The Property Council of Australia has today welcomed the government's confirmation of sensible and non-controversial exemptions for property transactions under the new mergers and acquisitions regime, which comes into force on 1 January 2026.
Tabled by the government today, the Competition and Consumer (Notification of Acquisitions) Determination 2025 legislative instrument includes updated thresholds for mandatory notification of deals to the ACCC, exemptions and guidance for industry to navigate the new laws.
New key exemptions from mandatory notification are now included for acquisitions made in the ordinary course of business, which will support the homes, offices, industrial hubs and retail malls that shape our cities.
Property Council Capital Markets Executive Director Torie Brown said the commonsense exemptions will cut red tape and allow the property sector to continue building.
"This round of reform is the most significant change to the mergers and acquisitions regime in fifty years, and this welcomed outcome strikes the right balance.

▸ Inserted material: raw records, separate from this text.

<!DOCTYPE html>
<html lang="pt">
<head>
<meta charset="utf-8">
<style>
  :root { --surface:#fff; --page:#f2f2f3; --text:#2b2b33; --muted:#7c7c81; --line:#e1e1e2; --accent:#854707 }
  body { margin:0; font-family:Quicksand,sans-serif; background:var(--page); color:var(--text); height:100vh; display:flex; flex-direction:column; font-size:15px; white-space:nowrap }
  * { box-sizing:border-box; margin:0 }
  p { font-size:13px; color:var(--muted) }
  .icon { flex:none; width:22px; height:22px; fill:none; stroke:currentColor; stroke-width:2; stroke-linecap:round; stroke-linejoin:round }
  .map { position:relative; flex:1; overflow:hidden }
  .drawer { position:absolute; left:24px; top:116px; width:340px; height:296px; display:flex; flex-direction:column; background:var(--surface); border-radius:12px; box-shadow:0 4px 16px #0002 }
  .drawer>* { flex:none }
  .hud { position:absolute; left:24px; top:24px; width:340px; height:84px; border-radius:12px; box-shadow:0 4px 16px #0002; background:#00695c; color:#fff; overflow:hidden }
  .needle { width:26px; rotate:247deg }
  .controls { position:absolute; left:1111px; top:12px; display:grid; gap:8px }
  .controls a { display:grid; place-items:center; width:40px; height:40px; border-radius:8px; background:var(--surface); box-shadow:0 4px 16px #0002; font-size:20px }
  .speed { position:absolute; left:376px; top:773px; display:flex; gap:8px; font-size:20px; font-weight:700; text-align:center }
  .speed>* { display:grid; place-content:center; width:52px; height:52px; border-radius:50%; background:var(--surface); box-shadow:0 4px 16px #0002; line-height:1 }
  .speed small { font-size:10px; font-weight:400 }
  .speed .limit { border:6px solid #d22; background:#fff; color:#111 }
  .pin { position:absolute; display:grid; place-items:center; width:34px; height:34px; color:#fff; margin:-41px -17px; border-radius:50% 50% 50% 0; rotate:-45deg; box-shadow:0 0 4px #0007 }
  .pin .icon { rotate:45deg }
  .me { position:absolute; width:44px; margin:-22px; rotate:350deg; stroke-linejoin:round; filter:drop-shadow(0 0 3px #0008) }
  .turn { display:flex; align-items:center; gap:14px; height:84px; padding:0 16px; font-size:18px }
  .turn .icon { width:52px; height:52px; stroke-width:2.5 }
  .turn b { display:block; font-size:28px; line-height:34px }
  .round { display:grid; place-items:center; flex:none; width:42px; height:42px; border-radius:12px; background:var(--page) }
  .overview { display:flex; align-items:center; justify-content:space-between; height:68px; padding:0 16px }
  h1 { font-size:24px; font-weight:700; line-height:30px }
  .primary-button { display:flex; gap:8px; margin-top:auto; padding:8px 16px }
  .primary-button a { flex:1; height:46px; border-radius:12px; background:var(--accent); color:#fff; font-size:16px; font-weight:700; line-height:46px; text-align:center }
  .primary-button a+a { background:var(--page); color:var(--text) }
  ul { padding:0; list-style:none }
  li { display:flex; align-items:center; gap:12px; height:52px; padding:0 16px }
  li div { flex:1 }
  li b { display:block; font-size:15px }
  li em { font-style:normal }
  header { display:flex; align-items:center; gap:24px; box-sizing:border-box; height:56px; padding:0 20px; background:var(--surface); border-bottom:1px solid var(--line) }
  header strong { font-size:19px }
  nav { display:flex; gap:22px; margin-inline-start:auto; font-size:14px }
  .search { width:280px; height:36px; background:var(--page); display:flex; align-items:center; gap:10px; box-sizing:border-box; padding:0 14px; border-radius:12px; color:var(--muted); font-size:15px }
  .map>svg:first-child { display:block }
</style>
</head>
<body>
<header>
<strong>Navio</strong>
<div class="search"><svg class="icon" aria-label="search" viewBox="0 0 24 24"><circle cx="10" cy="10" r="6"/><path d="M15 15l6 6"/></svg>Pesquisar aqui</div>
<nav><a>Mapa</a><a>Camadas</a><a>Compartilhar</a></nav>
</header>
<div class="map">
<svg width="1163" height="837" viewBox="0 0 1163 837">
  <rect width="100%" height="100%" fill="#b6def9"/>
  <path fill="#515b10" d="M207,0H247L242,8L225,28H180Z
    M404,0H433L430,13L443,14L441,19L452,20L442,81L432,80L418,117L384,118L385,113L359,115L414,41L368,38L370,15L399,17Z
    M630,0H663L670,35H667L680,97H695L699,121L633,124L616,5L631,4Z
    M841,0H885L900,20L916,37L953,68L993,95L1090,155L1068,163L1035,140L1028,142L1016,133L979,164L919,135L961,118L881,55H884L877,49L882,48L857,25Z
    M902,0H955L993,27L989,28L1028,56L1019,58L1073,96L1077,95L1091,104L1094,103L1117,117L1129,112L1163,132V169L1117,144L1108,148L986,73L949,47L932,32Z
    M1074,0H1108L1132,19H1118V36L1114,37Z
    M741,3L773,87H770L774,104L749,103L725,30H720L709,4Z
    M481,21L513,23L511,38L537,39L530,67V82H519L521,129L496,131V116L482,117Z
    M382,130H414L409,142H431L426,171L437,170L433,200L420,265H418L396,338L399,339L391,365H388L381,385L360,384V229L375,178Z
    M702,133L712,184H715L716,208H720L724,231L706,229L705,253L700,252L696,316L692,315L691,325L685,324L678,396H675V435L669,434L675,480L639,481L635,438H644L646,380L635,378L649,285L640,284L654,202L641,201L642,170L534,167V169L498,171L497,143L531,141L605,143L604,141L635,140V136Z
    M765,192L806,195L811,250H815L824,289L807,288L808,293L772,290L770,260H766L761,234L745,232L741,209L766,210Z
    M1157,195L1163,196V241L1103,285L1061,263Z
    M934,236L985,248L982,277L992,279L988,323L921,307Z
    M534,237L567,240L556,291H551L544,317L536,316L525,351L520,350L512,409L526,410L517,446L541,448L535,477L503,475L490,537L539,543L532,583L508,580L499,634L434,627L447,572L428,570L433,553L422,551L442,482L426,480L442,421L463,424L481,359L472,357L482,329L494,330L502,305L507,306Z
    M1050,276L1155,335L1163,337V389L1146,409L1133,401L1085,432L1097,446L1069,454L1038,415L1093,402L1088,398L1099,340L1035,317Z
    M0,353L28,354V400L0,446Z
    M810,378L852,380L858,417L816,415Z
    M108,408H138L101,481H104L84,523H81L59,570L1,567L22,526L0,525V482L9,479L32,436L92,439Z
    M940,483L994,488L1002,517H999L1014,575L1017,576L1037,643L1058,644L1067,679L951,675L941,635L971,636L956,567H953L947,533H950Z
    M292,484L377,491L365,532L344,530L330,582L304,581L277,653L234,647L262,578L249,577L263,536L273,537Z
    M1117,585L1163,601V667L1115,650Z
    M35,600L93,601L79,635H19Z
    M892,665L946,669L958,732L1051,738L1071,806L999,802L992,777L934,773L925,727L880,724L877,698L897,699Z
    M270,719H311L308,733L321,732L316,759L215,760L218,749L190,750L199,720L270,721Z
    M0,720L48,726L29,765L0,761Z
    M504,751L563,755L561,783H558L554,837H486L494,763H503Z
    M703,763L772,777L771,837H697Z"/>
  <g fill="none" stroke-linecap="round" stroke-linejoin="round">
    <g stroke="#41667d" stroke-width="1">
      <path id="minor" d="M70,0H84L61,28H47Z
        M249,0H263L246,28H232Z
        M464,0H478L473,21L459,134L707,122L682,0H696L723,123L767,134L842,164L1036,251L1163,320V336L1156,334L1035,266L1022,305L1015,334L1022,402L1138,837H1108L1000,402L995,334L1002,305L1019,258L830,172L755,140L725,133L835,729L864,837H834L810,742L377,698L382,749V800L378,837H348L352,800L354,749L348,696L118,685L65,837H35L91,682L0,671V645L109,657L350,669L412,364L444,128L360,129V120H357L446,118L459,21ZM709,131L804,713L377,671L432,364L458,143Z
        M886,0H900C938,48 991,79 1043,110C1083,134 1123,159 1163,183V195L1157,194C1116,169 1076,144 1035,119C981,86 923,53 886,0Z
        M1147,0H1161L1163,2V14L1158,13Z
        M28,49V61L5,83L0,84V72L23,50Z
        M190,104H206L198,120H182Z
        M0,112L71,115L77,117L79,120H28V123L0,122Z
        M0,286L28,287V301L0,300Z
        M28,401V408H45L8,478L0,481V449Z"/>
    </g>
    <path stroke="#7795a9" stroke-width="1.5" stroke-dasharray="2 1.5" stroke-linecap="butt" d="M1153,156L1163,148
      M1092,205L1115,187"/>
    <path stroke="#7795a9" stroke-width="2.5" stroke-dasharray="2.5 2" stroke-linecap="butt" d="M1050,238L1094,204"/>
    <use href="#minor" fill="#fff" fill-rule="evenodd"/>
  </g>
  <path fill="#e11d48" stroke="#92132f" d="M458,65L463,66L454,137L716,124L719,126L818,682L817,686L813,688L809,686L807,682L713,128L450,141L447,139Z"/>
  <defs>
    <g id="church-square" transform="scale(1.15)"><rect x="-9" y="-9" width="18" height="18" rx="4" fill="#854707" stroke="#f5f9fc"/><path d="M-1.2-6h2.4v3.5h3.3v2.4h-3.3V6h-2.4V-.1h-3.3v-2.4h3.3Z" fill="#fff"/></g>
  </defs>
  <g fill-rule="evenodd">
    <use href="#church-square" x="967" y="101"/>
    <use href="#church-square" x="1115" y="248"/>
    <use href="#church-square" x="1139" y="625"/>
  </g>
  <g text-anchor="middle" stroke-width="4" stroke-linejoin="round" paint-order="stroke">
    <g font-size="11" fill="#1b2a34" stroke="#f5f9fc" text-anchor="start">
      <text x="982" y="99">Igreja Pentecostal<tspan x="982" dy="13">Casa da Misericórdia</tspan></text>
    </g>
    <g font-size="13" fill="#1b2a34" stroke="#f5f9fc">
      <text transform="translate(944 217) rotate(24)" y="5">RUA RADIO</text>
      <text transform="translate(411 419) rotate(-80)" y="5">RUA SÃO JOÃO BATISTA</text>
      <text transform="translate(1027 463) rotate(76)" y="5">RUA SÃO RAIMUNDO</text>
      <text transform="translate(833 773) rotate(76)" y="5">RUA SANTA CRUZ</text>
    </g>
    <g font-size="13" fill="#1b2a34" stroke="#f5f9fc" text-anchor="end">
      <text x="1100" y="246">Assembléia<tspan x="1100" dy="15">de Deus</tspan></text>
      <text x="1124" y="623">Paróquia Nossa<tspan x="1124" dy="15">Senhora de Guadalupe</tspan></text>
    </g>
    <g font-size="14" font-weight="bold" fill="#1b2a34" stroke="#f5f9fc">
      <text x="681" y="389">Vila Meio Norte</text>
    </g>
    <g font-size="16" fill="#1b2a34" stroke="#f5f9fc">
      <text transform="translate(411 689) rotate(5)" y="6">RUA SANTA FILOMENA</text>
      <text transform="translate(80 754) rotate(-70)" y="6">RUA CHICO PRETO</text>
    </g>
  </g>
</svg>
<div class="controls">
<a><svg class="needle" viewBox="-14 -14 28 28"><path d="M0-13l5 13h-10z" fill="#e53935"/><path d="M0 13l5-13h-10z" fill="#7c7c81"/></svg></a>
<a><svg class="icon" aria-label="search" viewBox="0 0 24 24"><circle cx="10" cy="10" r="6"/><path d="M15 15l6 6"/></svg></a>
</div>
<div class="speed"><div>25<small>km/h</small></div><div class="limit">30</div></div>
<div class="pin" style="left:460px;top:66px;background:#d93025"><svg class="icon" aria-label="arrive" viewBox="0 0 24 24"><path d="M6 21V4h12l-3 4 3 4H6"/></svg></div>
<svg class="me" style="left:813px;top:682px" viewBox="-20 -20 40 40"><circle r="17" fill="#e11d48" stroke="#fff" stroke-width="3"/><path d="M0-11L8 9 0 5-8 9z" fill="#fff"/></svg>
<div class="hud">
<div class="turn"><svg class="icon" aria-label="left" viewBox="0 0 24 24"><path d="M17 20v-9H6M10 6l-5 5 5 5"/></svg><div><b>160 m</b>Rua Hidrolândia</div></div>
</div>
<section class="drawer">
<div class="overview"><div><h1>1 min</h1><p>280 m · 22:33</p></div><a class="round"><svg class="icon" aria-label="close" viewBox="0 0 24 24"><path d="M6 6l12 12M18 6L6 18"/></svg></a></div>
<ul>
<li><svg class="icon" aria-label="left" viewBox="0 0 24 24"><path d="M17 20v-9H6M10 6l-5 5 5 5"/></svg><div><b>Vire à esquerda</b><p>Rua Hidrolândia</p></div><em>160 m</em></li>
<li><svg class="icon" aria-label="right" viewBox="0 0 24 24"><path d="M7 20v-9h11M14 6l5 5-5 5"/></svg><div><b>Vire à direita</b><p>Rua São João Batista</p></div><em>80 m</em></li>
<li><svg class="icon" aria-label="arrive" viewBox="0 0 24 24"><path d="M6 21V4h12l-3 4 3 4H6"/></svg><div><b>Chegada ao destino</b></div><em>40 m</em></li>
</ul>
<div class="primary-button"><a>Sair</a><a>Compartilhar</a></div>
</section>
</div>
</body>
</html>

"Forcing thousands of vanilla property deals through the new mergers and acquisitions regime would have added months of delays and slowed down the system for everyone.
"Treasury has listened to feedback and has found the sweet spot to protect markets without introducing unnecessary red tape for every day, low-risk property transactions.
"With these exemptions in place, the ACCC can do its essential work of looking at transactions with genuine market-structure implications and not be bogged down by ordinary property deals.
"We will continue to work with Treasury on any forthcoming policy issues, and with the ACCC on any process issues as the regime begins on 1 January 2026. "
Following advocacy from the Property Council, the determination includes exemptions for:
- Acquisitions of land 'in the ordinary course of business'
- Progressive land acquisitions where the initial acquisition occurred before 1 January 2026, such as agreements for lease
- For developing residential premises
- Businesses primarily engaged in buying, selling, leasing or developing land
- Land entities, including for related Special Purpose Vehicles
- Lease extensions and renewals
- Land development rights
- Sale and leaseback arrangements, and
- A number of exemptions for financial market infrastructure, financial securities, debt instruments, money lending, financial accommodation and security interests.